▸ **EXERCISE DIRECTIONS**: Once the line containing "M17,701L53,723L17,764L8,754L11,750L5,745L4,718Z" is found in the entries below, restate it and each following line word for word, stopping after the line containing "M414,356L488,333".
########################################
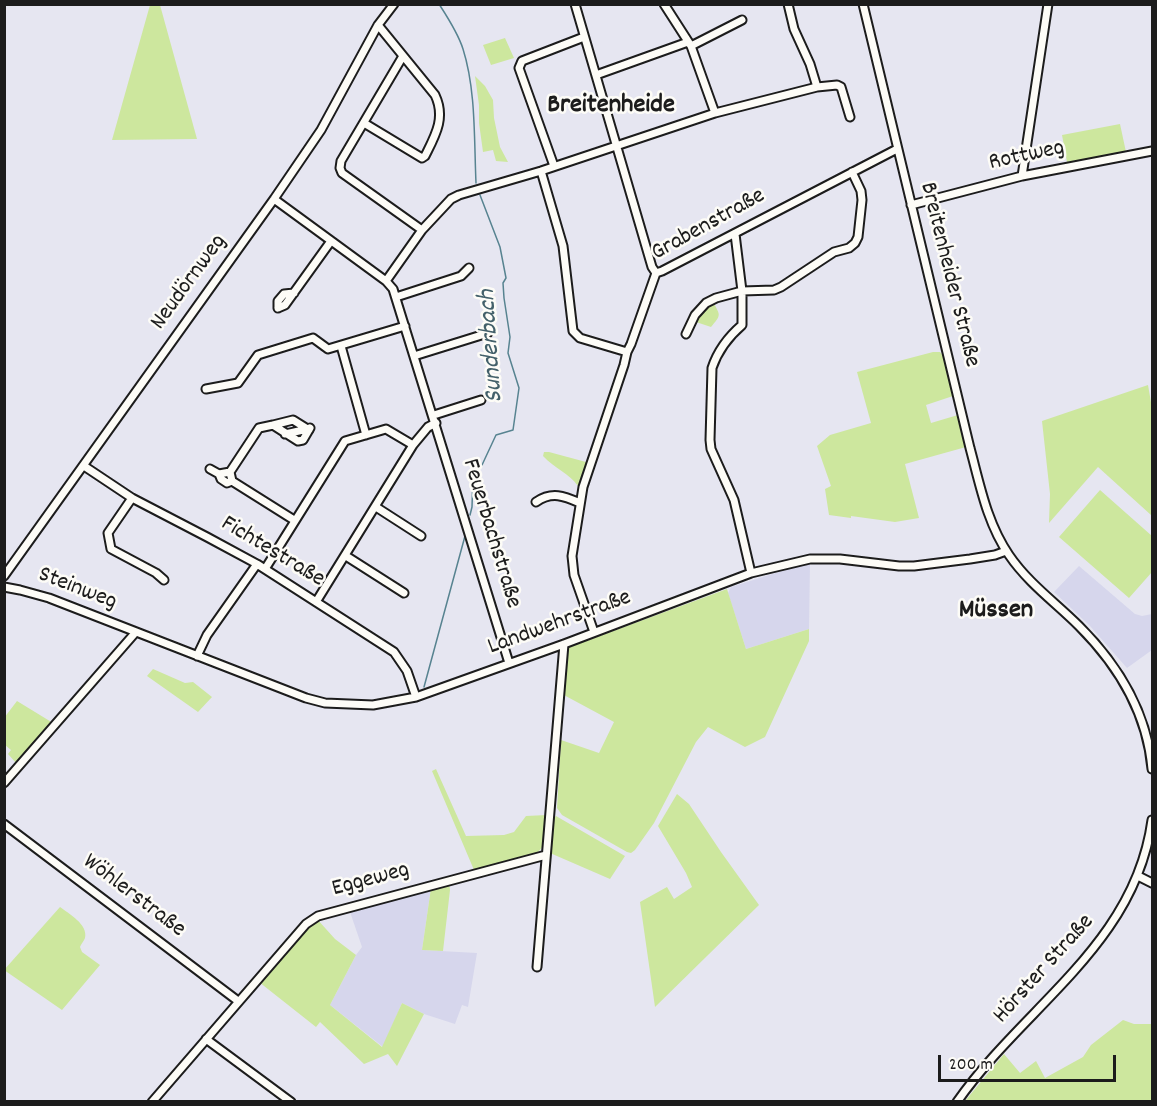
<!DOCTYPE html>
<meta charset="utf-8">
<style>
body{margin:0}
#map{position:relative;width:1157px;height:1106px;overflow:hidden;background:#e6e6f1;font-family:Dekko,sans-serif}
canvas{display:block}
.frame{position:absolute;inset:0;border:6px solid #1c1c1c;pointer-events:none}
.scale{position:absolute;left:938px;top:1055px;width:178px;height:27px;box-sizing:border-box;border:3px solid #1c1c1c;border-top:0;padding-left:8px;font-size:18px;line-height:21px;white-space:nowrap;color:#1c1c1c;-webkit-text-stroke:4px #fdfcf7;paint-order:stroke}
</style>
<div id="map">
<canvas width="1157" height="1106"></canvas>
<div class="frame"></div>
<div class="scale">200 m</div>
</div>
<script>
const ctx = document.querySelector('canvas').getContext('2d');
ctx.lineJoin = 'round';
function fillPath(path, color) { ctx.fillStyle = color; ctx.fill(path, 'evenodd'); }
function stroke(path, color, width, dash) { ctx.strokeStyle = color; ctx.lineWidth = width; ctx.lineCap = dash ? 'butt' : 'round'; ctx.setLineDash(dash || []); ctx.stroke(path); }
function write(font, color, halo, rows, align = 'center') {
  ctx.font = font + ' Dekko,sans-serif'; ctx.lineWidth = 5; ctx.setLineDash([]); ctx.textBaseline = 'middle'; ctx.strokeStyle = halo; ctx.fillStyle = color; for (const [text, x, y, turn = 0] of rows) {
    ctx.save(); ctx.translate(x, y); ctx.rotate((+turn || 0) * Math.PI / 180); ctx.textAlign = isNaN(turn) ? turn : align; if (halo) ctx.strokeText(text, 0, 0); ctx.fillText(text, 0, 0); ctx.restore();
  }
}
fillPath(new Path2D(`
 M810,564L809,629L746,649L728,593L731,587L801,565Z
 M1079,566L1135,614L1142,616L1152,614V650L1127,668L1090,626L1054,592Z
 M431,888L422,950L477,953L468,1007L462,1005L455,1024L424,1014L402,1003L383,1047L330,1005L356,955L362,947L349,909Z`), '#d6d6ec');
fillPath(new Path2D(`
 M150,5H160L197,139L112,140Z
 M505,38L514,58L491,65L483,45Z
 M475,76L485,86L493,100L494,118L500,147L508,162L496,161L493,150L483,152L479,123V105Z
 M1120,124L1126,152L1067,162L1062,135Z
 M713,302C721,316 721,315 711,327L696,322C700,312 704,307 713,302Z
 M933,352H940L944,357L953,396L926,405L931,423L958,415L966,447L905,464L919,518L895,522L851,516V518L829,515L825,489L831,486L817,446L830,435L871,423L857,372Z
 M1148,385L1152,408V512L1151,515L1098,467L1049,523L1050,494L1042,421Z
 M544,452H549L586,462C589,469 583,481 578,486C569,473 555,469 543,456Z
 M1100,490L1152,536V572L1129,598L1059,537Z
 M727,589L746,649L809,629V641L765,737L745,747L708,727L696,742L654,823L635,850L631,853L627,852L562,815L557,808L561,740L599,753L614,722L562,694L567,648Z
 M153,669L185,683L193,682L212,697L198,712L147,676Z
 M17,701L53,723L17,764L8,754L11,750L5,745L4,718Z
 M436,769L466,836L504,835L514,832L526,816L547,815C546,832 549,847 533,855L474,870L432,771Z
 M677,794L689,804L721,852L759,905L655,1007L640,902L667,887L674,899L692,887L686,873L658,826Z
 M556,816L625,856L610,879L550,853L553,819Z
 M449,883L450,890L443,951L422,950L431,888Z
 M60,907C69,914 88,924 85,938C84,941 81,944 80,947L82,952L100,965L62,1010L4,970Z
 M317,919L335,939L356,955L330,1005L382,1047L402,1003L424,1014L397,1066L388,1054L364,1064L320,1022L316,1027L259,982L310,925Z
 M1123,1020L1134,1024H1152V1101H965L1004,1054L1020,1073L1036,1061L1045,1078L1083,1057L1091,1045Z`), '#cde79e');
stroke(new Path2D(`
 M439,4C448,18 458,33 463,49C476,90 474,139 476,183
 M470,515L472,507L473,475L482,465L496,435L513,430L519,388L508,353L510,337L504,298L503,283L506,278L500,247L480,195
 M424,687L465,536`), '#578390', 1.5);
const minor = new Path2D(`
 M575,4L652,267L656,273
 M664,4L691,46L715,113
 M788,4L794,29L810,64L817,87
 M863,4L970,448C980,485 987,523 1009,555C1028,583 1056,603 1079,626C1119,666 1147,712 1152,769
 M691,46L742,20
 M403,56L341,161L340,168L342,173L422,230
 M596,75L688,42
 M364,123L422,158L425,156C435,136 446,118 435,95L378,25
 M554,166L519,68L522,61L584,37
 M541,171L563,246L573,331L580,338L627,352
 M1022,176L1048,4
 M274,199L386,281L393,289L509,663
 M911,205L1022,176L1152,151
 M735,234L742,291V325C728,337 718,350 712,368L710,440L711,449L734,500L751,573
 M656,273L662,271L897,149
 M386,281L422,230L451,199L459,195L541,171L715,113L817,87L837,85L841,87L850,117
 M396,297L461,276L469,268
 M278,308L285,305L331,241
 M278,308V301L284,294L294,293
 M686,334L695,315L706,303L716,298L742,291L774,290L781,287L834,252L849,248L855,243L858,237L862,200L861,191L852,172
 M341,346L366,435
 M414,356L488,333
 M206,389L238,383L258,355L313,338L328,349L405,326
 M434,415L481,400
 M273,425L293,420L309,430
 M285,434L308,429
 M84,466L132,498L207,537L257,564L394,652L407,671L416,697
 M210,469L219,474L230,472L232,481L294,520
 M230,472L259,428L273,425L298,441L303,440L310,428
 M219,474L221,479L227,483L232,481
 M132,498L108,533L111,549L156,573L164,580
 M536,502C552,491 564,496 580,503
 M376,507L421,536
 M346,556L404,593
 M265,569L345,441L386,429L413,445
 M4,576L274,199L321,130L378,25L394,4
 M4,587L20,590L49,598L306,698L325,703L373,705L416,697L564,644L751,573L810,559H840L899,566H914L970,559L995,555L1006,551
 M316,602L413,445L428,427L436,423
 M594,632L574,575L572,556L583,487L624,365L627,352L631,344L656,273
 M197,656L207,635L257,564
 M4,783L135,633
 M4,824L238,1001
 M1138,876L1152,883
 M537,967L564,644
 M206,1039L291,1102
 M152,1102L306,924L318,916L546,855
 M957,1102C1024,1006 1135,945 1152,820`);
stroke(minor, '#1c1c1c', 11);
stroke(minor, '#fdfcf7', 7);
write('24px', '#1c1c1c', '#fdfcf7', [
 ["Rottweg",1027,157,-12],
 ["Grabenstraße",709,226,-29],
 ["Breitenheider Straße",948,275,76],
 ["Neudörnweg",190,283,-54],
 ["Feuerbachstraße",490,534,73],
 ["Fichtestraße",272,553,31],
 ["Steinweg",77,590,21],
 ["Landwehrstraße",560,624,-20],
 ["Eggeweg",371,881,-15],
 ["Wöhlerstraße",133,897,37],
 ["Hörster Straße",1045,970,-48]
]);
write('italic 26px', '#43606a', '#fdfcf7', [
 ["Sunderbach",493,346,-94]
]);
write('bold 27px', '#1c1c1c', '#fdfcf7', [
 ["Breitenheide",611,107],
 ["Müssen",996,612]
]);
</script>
########################################
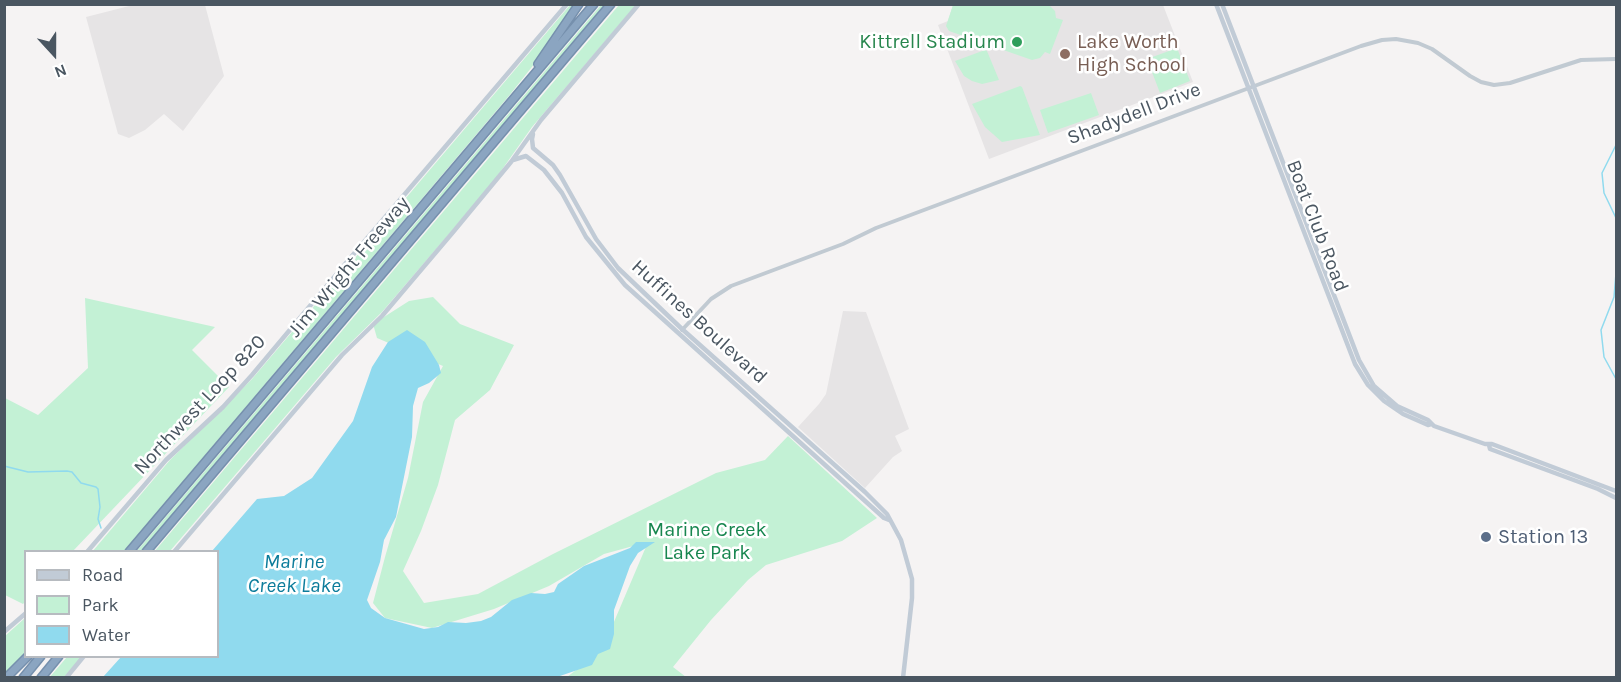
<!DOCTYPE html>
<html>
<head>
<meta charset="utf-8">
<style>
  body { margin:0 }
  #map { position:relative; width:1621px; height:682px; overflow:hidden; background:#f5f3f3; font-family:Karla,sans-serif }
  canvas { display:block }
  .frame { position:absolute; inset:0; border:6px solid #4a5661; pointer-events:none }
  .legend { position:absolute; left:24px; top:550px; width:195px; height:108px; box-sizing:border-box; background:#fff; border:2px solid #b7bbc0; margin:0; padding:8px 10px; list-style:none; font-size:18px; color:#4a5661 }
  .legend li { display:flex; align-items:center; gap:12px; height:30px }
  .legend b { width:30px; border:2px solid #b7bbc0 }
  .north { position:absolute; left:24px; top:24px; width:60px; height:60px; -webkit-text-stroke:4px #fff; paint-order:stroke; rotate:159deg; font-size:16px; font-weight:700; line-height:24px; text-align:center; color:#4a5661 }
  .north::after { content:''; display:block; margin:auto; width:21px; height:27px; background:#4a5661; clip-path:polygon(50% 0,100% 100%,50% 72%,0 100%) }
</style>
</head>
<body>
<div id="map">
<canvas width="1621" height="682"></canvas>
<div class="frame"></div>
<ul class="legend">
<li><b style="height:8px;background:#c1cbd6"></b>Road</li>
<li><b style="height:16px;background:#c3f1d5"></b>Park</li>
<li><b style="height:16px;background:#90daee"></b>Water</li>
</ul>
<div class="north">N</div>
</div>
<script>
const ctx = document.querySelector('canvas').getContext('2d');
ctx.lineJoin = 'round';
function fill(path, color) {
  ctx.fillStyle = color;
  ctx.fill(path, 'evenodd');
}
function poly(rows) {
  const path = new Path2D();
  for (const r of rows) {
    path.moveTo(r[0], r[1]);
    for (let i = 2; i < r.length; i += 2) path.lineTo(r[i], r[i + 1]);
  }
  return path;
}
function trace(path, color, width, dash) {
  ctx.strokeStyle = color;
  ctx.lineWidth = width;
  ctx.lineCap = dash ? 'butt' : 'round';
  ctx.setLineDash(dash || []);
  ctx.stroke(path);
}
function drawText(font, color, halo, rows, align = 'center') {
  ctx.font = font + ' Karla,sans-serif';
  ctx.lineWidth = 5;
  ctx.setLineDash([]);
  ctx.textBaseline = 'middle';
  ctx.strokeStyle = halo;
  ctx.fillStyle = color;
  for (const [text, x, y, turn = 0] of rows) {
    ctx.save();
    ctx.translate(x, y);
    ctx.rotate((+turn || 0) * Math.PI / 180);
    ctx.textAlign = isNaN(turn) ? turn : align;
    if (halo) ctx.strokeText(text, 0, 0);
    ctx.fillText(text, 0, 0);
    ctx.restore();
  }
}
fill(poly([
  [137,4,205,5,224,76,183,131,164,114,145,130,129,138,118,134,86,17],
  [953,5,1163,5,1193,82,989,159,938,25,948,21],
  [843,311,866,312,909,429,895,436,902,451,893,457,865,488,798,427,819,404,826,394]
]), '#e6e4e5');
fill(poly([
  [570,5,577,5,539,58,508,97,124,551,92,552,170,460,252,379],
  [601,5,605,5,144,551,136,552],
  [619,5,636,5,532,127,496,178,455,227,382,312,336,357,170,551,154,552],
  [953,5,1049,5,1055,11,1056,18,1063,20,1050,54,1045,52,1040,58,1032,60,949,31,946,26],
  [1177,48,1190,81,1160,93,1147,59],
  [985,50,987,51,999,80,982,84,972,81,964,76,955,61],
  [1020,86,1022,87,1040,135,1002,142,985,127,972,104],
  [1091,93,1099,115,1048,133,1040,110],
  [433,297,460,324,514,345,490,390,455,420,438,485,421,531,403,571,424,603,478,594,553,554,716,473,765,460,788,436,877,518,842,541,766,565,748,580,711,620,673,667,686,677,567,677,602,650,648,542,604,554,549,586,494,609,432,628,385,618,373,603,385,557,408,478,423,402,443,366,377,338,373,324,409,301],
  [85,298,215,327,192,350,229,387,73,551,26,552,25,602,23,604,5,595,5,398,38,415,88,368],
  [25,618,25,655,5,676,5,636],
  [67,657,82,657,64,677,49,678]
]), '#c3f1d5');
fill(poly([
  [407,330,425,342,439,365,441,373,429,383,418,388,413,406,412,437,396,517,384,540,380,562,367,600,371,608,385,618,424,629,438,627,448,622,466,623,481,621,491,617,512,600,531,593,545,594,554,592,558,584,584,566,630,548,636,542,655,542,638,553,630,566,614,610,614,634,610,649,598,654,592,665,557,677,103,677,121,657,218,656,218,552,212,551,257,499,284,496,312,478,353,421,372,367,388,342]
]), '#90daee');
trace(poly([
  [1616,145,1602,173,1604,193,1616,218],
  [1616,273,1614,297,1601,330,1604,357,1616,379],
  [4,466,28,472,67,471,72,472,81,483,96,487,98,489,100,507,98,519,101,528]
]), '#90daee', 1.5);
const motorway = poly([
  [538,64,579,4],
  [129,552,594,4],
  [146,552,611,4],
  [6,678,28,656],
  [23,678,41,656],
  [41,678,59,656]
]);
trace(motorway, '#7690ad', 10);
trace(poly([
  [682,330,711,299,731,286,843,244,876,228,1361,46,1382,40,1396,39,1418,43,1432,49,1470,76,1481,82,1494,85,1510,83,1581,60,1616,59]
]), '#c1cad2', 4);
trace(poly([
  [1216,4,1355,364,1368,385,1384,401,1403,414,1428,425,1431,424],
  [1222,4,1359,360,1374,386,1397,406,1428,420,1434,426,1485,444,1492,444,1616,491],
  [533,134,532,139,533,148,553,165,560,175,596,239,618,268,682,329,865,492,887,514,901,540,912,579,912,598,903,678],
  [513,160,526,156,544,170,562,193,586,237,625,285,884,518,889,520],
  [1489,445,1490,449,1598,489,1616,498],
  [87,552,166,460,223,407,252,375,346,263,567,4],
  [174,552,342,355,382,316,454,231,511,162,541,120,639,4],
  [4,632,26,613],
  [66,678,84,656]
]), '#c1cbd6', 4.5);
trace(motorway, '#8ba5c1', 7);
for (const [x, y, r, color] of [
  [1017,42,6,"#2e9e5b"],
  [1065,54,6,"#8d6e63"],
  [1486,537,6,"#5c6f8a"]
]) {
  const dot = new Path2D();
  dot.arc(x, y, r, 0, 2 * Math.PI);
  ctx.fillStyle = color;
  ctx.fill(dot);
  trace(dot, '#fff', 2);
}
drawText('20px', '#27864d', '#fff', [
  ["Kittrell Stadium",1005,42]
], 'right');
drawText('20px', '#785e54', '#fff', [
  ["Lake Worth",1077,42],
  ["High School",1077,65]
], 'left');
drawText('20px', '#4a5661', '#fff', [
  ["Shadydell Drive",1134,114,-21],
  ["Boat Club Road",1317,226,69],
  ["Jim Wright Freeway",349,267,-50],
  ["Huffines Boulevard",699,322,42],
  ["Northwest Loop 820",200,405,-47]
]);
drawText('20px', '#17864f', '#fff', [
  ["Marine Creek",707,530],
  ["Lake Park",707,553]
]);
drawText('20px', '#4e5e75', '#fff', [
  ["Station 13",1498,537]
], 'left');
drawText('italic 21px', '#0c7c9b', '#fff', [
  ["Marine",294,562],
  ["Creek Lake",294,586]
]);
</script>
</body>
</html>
########################################
▸ **PROBLEM SOLUTION**:
 M17,701L53,723L17,764L8,754L11,750L5,745L4,718Z
 M436,769L466,836L504,835L514,832L526,816L547,815C546,832 549,847 533,855L474,870L432,771Z
 M677,794L689,804L721,852L759,905L655,1007L640,902L667,887L674,899L692,887L686,873L658,826Z
 M556,816L625,856L610,879L550,853L553,819Z
 M449,883L450,890L443,951L422,950L431,888Z
 M60,907C69,914 88,924 85,938C84,941 81,944 80,947L82,952L100,965L62,1010L4,970Z
 M317,919L335,939L356,955L330,1005L382,1047L402,1003L424,1014L397,1066L388,1054L364,1064L320,1022L316,1027L259,982L310,925Z
 M1123,1020L1134,1024H1152V1101H965L1004,1054L1020,1073L1036,1061L1045,1078L1083,1057L1091,1045Z`), '#cde79e');
stroke(new Path2D(`
 M439,4C448,18 458,33 463,49C476,90 474,139 476,183
 M470,515L472,507L473,475L482,465L496,435L513,430L519,388L508,353L510,337L504,298L503,283L506,278L500,247L480,195
 M424,687L465,536`), '#578390', 1.5);
const minor = new Path2D(`
 M575,4L652,267L656,273
 M664,4L691,46L715,113
 M788,4L794,29L810,64L817,87
 M863,4L970,448C980,485 987,523 1009,555C1028,583 1056,603 1079,626C1119,666 1147,712 1152,769
 M691,46L742,20
 M403,56L341,161L340,168L342,173L422,230
 M596,75L688,42
 M364,123L422,158L425,156C435,136 446,118 435,95L378,25
 M554,166L519,68L522,61L584,37
 M541,171L563,246L573,331L580,338L627,352
 M1022,176L1048,4
 M274,199L386,281L393,289L509,663
 M911,205L1022,176L1152,151
 M735,234L742,291V325C728,337 718,350 712,368L710,440L711,449L734,500L751,573
 M656,273L662,271L897,149
 M386,281L422,230L451,199L459,195L541,171L715,113L817,87L837,85L841,87L850,117
 M396,297L461,276L469,268
 M278,308L285,305L331,241
 M278,308V301L284,294L294,293
 M686,334L695,315L706,303L716,298L742,291L774,290L781,287L834,252L849,248L855,243L858,237L862,200L861,191L852,172
 M341,346L366,435
 M414,356L488,333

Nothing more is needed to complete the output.